I wish I could offer a wider disography of recordings in historical tunings. Luckily, a few recordings in documented historical temperaments have appeared in the last few years:

Enid Katahn, piano; Edward Foote, piano tuner: Beethoven in the Temperaments - Gasparo GSCD-332 (Moonlight Sonata, the Waldstein, and the Pathetique in late-18th-century temperaments)

Enid Katahn, piano; Edward Foote, piano tuner: Six Degrees of Tonality - Gasparo GSCD-344 (Scarlatti, Mozart, Haydn, Beethoven, Chopin, Grieg, in a variety of meantone and well temperaments)

J.S. Bach: Well Tempered Clavier, Robert Levin, keyboards - Hanssler 116 (in Werckmeister temperament)

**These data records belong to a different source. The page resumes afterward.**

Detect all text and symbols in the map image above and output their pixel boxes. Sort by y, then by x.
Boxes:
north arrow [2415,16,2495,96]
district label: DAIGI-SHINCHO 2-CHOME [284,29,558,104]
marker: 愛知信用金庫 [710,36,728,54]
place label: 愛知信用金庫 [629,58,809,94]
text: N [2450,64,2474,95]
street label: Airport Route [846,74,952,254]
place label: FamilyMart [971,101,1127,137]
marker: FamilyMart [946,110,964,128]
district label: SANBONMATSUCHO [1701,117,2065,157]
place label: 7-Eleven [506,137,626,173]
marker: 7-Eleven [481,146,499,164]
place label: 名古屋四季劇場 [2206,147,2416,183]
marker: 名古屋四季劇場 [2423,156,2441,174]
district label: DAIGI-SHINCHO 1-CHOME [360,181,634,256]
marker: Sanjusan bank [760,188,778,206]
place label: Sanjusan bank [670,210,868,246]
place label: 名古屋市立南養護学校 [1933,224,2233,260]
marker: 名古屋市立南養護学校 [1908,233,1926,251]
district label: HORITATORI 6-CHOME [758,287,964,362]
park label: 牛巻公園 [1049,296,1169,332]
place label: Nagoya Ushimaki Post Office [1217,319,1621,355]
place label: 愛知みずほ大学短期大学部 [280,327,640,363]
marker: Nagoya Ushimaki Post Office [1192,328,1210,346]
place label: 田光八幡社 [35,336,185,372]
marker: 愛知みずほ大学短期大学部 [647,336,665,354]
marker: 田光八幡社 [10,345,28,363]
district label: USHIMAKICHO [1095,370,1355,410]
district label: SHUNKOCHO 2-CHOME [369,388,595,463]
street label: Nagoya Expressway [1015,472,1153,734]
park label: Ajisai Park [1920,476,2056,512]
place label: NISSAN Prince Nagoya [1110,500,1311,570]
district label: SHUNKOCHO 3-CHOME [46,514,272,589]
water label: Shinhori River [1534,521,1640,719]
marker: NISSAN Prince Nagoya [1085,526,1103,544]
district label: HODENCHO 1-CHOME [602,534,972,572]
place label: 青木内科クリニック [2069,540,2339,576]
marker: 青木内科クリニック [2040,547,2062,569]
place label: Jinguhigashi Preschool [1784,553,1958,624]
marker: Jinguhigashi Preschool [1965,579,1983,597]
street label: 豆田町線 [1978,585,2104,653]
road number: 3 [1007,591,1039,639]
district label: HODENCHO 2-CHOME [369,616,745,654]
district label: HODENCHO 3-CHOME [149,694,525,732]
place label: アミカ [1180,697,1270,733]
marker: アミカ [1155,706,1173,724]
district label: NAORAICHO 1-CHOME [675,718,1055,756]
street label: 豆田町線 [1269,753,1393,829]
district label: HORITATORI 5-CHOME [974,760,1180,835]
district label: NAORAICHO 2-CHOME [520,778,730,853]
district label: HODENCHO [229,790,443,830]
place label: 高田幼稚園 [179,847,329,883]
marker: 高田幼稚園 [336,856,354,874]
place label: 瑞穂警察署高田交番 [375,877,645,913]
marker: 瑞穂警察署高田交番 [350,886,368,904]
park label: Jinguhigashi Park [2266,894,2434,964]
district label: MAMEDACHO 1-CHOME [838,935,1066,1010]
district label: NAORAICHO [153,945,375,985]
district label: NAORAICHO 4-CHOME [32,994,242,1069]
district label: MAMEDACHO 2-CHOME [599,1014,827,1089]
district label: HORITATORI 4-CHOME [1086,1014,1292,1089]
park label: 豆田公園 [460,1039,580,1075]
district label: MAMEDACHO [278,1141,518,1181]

And Francis Markey has written from Uppsala, Sweden, to tell me that many recordings of Renaissance-and-earlier brass music are played in just intonation. The same is more or less true, of course, of many string quartet recordings and old-fashioned barbershop quartets. Then, there are the Hilliard Ensemble recordings in Pythagorean tuning given above. It may be that some of the many original-practice harpsichord recordings and European organ recordings use meantone. I haven't run into any that document their tuning. This whole subject has been so well hidden by the universities and musical authorities that very few musicians even realize how arbitrary, recent, and misleading our current universal tuning is. I was introduced to the subject by pianist Phillip Bush, who played a concert in New York a few years ago featuring Renaissance music in meantone and Beethoven in well temperament. For those further interested, I highly recommend Owen Jorgensen's four-inch thick Tuning compendium (Michigan State University Press, 1991). And I hope this will spark some interest that will lead to further experiments in reclaiming the original beauty of Europe's musical past.